The end of the dream that was Consumer Focus

At the time of the last Labour Government, there was a grand project to pull together all the statutory consumer bodies – most representing consumers in a particular regulated sector – into one integrated consumer voice.  Ofcom resisted the inclusion of its newly-formed Consumer Panel, the Department of Transport kept Passenger Focus outside the scheme, and the possibility of including CCWater was eventually made the subject of a future statutory review.

But the relevant legislation did merge Postwatch, Energywatch and the National Consumer Council into a new body which the Act called the New National Consumer Council but the organisation itself branded Consumer Focus. Funding for Consumer Focus came from three sources: from the big six energy companies for the energy work, from Royal Mail for the postal work, and from the Department for Business, Innovation & Skills for the work on the general economy which included a bit of communications work on issues like switching and mobile.
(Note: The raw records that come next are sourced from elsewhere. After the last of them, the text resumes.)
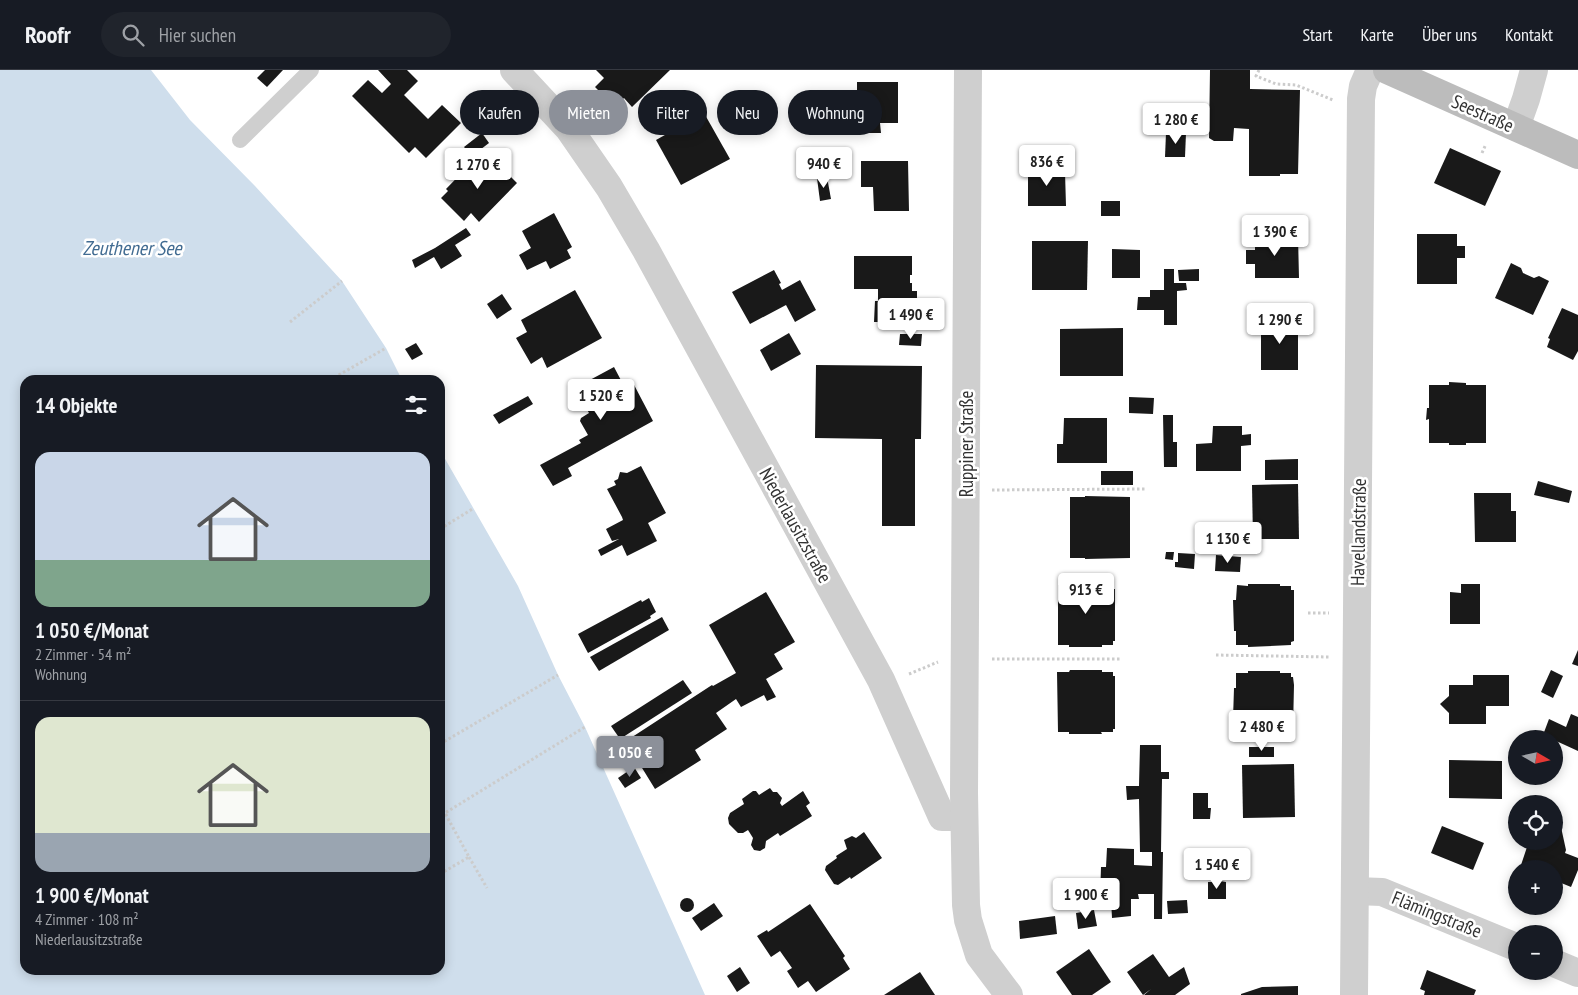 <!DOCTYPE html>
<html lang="de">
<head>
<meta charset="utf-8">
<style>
	:root { --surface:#171b24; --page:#20242c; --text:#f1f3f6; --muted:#9ea1a6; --line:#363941; --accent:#8c9099 }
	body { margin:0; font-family:"PT Sans Narrow",sans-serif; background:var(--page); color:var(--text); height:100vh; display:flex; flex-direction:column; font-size:19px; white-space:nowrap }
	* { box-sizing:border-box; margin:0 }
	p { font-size:16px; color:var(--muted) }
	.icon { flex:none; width:28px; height:28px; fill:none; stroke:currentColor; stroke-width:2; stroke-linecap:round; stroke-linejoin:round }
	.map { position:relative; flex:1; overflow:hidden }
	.sheet { position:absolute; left:20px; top:305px; width:425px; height:600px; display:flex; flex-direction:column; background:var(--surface); border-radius:15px; box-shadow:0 2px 12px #0003 }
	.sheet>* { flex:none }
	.top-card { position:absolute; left:460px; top:20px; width:475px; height:45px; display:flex; gap:10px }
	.needle { width:32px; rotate:99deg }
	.fabs { position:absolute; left:1508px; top:660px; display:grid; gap:10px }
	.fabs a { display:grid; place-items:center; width:55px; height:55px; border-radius:50%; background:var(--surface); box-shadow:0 2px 12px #0003; font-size:25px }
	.price { position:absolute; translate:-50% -42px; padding:0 11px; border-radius:5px; background:#fff; color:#222; font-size:16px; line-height:32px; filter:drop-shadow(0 1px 2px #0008) }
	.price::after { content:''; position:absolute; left:50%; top:30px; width:15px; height:11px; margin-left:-8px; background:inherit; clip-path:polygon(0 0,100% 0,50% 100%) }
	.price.active { background:var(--accent); color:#fff }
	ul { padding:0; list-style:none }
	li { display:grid; align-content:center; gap:10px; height:265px; padding:0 15px }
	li+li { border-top:1px solid var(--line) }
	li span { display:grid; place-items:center; height:155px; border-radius:15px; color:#555 }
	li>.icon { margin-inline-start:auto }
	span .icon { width:90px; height:90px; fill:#fffc; stroke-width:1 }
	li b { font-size:21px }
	h2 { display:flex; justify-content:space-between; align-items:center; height:60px; padding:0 15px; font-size:21px }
	.pill { padding:0 18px; border-radius:22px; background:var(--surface); box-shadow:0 2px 12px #0003; font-size:18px; line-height:45px }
	.pill.active { background:var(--accent); color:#fff }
	header { display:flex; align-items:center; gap:30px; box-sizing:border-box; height:70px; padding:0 25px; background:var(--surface); border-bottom:1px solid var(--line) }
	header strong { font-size:24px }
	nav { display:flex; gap:28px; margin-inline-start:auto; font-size:18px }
	.search { width:350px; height:45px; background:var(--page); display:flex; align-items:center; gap:12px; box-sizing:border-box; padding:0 18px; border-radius:28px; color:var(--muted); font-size:19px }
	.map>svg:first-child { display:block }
</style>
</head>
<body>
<header>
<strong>Roofr</strong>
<div class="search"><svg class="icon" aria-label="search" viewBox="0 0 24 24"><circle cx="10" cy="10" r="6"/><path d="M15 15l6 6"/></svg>Hier suchen</div>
<nav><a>Start</a><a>Karte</a><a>Über uns</a><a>Kontakt</a></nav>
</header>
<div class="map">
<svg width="1578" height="925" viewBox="0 0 1578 925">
	<rect width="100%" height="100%" fill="#fff"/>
	<polygon fill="#cfdeec" points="0,0 151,0 190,50 255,116 342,211 386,278 402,310 25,310 25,900 440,900 440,380 518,516 558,605 585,657 705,925 0,925"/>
	<g fill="#191919">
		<polygon points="265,0 283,0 267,17 257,8"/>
		<polygon points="378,0 407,0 418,11 404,25 428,49 442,35 461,53 426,88 415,77 409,83 352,26 368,10 382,23 391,14"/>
		<polygon points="596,0 670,0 632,37 624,28 615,37 595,17 604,8"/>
		<polygon points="1210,0 1250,0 1250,19 1300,20 1298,104 1280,104 1280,106 1249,106 1249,59 1234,58 1233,71 1214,71 1209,68"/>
		<polygon points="857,12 898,12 898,53 880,53 881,63 863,63 863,53 857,53"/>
		<polygon points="704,43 730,89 681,115 656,70"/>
		<polygon points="482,63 489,73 472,86 464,77"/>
		<polygon points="1166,63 1186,63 1185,87 1165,87"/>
		<polygon points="1450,78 1501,101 1485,136 1434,113"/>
		<polygon points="479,85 498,103 503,99 517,113 479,152 471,143 464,151 441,128 448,121 446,119"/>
		<polygon points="861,91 908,91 909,141 874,141 873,117 861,117"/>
		<polygon points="1038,95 1054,95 1055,102 1065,102 1066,136 1028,136 1028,103 1038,103"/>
		<polygon points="827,107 831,129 820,131 817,108"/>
		<rect x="1101" y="131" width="19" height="15"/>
		<polygon points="554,143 572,177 567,180 571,188 550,199 546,191 527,200 519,185 531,178 522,161"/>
		<polygon points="466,158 471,165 455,175 462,186 441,199 434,187 415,198 412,190 435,178"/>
		<polygon points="1417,164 1457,164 1457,176 1465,176 1465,188 1457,188 1457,214 1417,214"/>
		<polygon points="1255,166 1298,166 1299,208 1255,208 1255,194 1246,194 1246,180 1255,180"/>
		<polygon points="1032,171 1088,171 1087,220 1032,220"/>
		<polygon points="1112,179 1140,180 1140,208 1112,208"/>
		<polygon points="854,186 912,186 912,205 910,205 910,213 912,213 912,221 917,221 917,252 874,252 875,231 878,231 878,219 854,219"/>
		<polygon points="1511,193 1521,198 1523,203 1534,208 1539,206 1549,211 1533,245 1495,228"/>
		<polygon points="1164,199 1174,199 1174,213 1186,213 1187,220 1177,221 1177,255 1164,255 1164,240 1137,240 1138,227 1150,227 1150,220 1164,220"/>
		<polygon points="1199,199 1199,211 1179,211 1178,200"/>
		<polygon points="774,200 781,213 779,214 782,220 800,210 816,240 795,252 786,235 750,254 732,222"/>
		<polygon points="575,220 602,268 547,298 542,287 531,294 516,268 527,262 521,250"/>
		<polygon points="502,224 512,239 497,249 487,234"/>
		<polygon points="1562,238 1578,245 1578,281 1573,290 1547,277 1550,269 1548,268"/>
		<rect x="1261" y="250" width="37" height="50"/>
		<polygon points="1123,258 1123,306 1060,306 1060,259"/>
		<polygon points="789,263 801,284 771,301 760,280"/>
		<polygon points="900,264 922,264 921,276 899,275"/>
		<polygon points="416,273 423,284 412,290 405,279"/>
		<polygon points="816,295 922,296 921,369 915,369 915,456 882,456 882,369 815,368"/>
		<polygon points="614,297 624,316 632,311 653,351 568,398 572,406 553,416 540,395 581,373 579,370 588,365 580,351 581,348 589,343 575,318"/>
		<polygon points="1449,312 1466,313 1466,315 1486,315 1486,373 1466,373 1466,375 1449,375 1449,373 1429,373 1429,349 1426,350 1427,338 1429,338 1429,315 1449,315"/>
		<polygon points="528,326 533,334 499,354 493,345"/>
		<polygon points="1129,327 1154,328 1153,344 1129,343"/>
		<polygon points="1163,345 1173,345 1173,372 1177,372 1177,397 1164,397"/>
		<polygon points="1064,348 1107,348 1107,393 1057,393 1057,374 1063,374"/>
		<polygon points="1213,356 1242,356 1242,365 1251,364 1251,375 1241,376 1241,401 1196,401 1196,374 1212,373"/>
		<polygon points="1298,389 1298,410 1265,410 1265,390"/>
		<polygon points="641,396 666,443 648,453 657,471 627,486 622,475 601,486 598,480 619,469 612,471 606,459 623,450 622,447 607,419 616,415 614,411 618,409 620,402 627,403"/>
		<rect x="1101" y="401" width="32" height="14"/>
		<polygon points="1538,411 1572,421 1569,433 1534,425"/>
		<polygon points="1298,414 1299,469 1253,469 1252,415"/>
		<polygon points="1474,423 1511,423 1511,441 1516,441 1516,472 1475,472"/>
		<polygon points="1085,426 1130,427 1130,488 1085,489 1085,488 1070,488 1070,427 1085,427"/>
		<polygon points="1166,482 1174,482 1173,490 1165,489"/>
		<polygon points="1178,483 1195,484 1194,499 1175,497 1175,492 1178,492"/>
		<polygon points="1216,485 1241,487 1240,502 1215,501"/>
		<polygon points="1070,513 1102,513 1102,514 1113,515 1113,519 1115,519 1115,571 1113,571 1113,575 1102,575 1102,577 1069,577 1069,575 1058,575 1058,515 1069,514"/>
		<polygon points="1248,514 1280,514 1280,516 1291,516 1291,520 1294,520 1294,571 1291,572 1291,575 1248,577 1248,575 1236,575 1236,561 1234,561 1233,530 1236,530 1237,515 1248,516"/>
		<polygon points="1461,514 1480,514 1480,554 1450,554 1450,522 1461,523"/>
		<polygon points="766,522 795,572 774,584 783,599 766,609 776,627 767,631 764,625 741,637 736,629 716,643 727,659 695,680 701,690 655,719 639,693 632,692 623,679 623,673 712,615 713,616 736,603 709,555"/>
		<polygon points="649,528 656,542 650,546 651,548 588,583 578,564 641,530 642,532"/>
		<polygon points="662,547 669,560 599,601 590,587"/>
		<polygon points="1578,580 1578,596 1572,594"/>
		<polygon points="1070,600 1102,600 1102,602 1113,602 1113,606 1115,606 1115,659 1113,659 1113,662 1101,662 1102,664 1069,664 1069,662 1058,662 1057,602 1069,602"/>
		<polygon points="1551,600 1563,606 1553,628 1541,622"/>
		<polygon points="1248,601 1280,601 1280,603 1291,603 1291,607 1293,607 1294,615 1293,659 1291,659 1291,663 1280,663 1280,664 1236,663 1236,649 1233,649 1234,618 1236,618 1236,603 1248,603"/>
		<polygon points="1473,605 1509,605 1509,636 1486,636 1486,654 1449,654 1449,643 1440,634 1449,626 1449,615 1473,615"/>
		<polygon points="683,610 692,623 620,669 611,656"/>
		<polygon points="1571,644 1578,647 1578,681 1554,670 1554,669 1543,665 1549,649 1566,657"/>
		<polygon points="1140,675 1161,675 1161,702 1169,702 1169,709 1162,709 1161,782 1163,782 1162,849 1154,849 1154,824 1138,824 1139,829 1131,829 1131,846 1112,848 1111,829 1100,829 1101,797 1106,797 1107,778 1134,779 1134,795 1152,796 1152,782 1140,782 1139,729 1127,730 1126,716 1139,716"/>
		<rect x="1249" y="677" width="25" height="10"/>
		<polygon points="1449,690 1502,691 1502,729 1449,728"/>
		<polygon points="1294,694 1295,747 1243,748 1242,695"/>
		<polygon points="634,697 641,708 625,718 618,708"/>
		<polygon points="770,718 773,722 777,722 782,728 780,733 782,736 803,721 810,733 806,736 812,746 780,766 778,763 766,771 765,778 760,781 754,780 751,775 753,768 748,760 743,763 738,763 729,754 728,748 730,743 744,734 742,729 753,721 756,721 759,725"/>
		<polygon points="1193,723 1208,723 1208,738 1211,738 1210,749 1193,749"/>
		<polygon points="1559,748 1566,780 1565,783 1578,788 1578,800 1571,817 1554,810 1554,799 1520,798 1529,771 1554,771 1554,749"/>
		<polygon points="1442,756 1484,773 1473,800 1431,783"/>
		<polygon points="864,762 882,788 851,809 850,807 838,815 834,814 825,800 826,796 837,788 836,786 847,779 844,770 852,766 856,768"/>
		<polygon points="1214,810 1226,812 1226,829 1208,829 1208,812 1214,812"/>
		<circle cx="687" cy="835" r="7"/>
		<polygon points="1187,830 1188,843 1168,844 1167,831"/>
		<polygon points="714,833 723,846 701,861 692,848"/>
		<polygon points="810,834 845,886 843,888 850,899 816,922 808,911 798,918 787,901 792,898 780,881 771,887 757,866 767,860 768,862"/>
		<polygon points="1094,840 1097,856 1078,859 1076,843"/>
		<polygon points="1055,846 1057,864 1020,869 1019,851"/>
		<polygon points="1089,879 1111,912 1092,925 1072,925 1056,902"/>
		<polygon points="1153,884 1169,907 1184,897 1190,914 1175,925 1144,925 1151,919 1143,925 1127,902"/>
		<polygon points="740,897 750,913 737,922 727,906"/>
		<polygon points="1427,900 1476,920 1474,925 1424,925 1425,921 1420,919"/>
		<polygon points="920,902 935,925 884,925"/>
		<polygon points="1298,916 1298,925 1241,925 1241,924 1262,917"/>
	</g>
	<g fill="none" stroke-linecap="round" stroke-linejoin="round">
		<g stroke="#ccc" stroke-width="3" stroke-dasharray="2.5 2.5" stroke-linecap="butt">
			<polyline points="1259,0 1256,6 1276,14 1296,15 1333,30"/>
			<polyline points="1482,83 1486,74"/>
			<polyline points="290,252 342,211"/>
			<polyline points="330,310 386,278"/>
			<polyline points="992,420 1147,419"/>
			<polyline points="440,459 474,438"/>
			<polyline points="1308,543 1329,543"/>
			<polyline points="1216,585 1329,587"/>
			<polyline points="992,589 1121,589"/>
			<polyline points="909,604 938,592"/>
			<polyline points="440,674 558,605"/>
			<polyline points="469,787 487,818"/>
			<polyline points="440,804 469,787 445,743 585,657"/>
		</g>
		<polyline stroke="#cfcfcf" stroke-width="16" points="240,70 311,0"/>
		<g stroke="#cfcfcf" stroke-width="28">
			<polyline points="514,0 569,59 609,117 646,180 881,610 942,747 964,747"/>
			<polyline points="968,0 964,723 966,835 968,850 979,885 1009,925"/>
			<polyline points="1516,57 1526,29 1534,0"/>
			<polyline points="1355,821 1382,822 1516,877"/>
			<polyline points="1554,893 1578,903"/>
			<polyline points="1354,925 1361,29 1363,16 1370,0"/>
		</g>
		<polyline stroke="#bcbcbc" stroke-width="28" points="1387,0 1578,85"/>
	</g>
	<g text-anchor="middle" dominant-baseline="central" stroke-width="5" stroke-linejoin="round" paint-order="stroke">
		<g font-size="19" fill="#323232" stroke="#fff">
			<text transform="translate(1483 43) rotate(24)">Seestraße</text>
			<text transform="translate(966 374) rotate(-90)">Ruppiner Straße</text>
			<text transform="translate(796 455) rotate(61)">Niederlausitzstraße</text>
			<text transform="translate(1358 462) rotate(-89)">Havellandstraße</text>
			<text transform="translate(1437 844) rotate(22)">Flämingstraße</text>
		</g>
		<g font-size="20" font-style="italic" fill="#426c92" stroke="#fff">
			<text x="132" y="178">Zeuthener See</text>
		</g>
	</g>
</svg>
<div class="fabs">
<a><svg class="needle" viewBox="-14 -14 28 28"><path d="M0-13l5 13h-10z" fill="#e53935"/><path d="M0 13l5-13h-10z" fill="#9ea1a6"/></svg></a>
<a><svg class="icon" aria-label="locate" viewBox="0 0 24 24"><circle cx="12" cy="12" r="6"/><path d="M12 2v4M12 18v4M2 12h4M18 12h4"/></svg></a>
<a>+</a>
<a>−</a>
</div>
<b class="price" style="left:1176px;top:75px">1 280 €</b>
<b class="price" style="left:1047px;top:117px">836 €</b>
<b class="price" style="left:824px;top:119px">940 €</b>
<b class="price" style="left:478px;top:120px">1 270 €</b>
<b class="price" style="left:1275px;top:187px">1 390 €</b>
<b class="price" style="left:911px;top:270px">1 490 €</b>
<b class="price" style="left:1280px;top:275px">1 290 €</b>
<b class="price" style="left:601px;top:351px">1 520 €</b>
<b class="price" style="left:1228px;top:494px">1 130 €</b>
<b class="price" style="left:1086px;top:545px">913 €</b>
<b class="price" style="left:1262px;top:682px">2 480 €</b>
<b class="price active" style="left:630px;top:708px">1 050 €</b>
<b class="price" style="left:1217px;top:820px">1 540 €</b>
<b class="price" style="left:1086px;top:850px">1 900 €</b>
<div class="top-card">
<a class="pill">Kaufen</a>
<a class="pill active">Mieten</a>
<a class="pill">Filter</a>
<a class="pill">Neu</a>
<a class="pill">Wohnung</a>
</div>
<section class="sheet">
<h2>14 Objekte<svg class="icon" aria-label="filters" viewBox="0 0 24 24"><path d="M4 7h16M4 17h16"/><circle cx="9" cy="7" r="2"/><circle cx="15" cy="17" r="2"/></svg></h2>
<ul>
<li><span style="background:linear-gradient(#c9d6e8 70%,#7fa58c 0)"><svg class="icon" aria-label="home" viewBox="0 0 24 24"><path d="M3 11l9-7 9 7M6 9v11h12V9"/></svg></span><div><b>1 050 €/Monat</b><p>2 Zimmer · 54 m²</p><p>Wohnung</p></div></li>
<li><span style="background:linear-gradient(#dfe7d0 75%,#9aa5b1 0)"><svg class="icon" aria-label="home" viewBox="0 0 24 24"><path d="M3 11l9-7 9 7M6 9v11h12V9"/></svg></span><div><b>1 900 €/Monat</b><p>4 Zimmer · 108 m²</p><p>Niederlausitzstraße</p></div></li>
</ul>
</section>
</div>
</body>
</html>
In the run-up to the General Election of 2010, things looked pretty good for Consumer Focus. The BIS funding was reasonable given the economic circumstances and it was proposed that a new post of Consumer Advocate be created and located in Consumer Focus. Then came the Coalition Government and the so-called ‘bonfire of the quangos’ via the all-embracing Public Bodies Act.

So the review of the position of CCWater never took place, the idea of a Consumer Advocate was abandoned, and the Government decided that Ofcom’s Consumer Panel – by then called the Communications Consumer Panel – and all the work of Consumer Focus should be transferred to Citizens Advice and Citizens Advice Scotland.

Ofcom was originally willing to see the Panel go to Citizens Advice but changed its mind and instead decided to retain the Communications Consumer Panel and the Advisory Committee for the Older and Disabled but to merge them (a process which formally requires a statutory instrument under the Public Bodies Act but the relevant SI has still not been passed).

Meanwhile the work of Consumer Focus outside energy and posts was transferred to Citizens Advice a year ago with much reduced funding from BIS. The remaining parts of Consumer Focus have been rebranded Consumer Futures and transfer to Citizens Advice at the end of this month. The last Board meeting of Consumer Futures takes place today and last night there was a farewell dinner for past and present Board members of Consumer Focus/ Consumer Futures.

So, where does this leave us? In my view, it leaves us with a consumer voice in the regulated sectors which is much less well resourced and much weaker than before this grand project began. It also leaves us with a very uneven representation of consumers in different regulated sectors:  there is a statutory, stand-alone consumer voice on communications within the regulator; there are statutory, stand-alone consumer voices for transport and water outside the regulators; and there are consumer voices for energy and posts in a special unit of a non-statutory organisation.

Finally, I must declare that I am far from a disinterested observer of all this. I was the Member for England on the Communications Consumer Panel for its first eight nd a half years; I was the Greater London Council members on Postwatch for its last three years; I was a member of the Board of Consumer Focus for its first three years; and, for the last two years, i have worked with CCWater colleagues in my current role as Chair of the Customer Challenge Group at South East Water.

I wish all my colleagues well in all the consumer organisations mentioned in this posting. At this time of austerity more than ever, consumers need a strong, properly-resourced voice across the different market sectors, especially where choice of service provider is difficult, limited or non-existent. And, one way or another, consumer bodies have to work more closely together because most of the time consumers do not see their lives through the prism of a particular industry sector and often the most vulnerable face similar issues across sectors.

Footnote: This blog posting was published as a feature in the magazine “Utility Week”.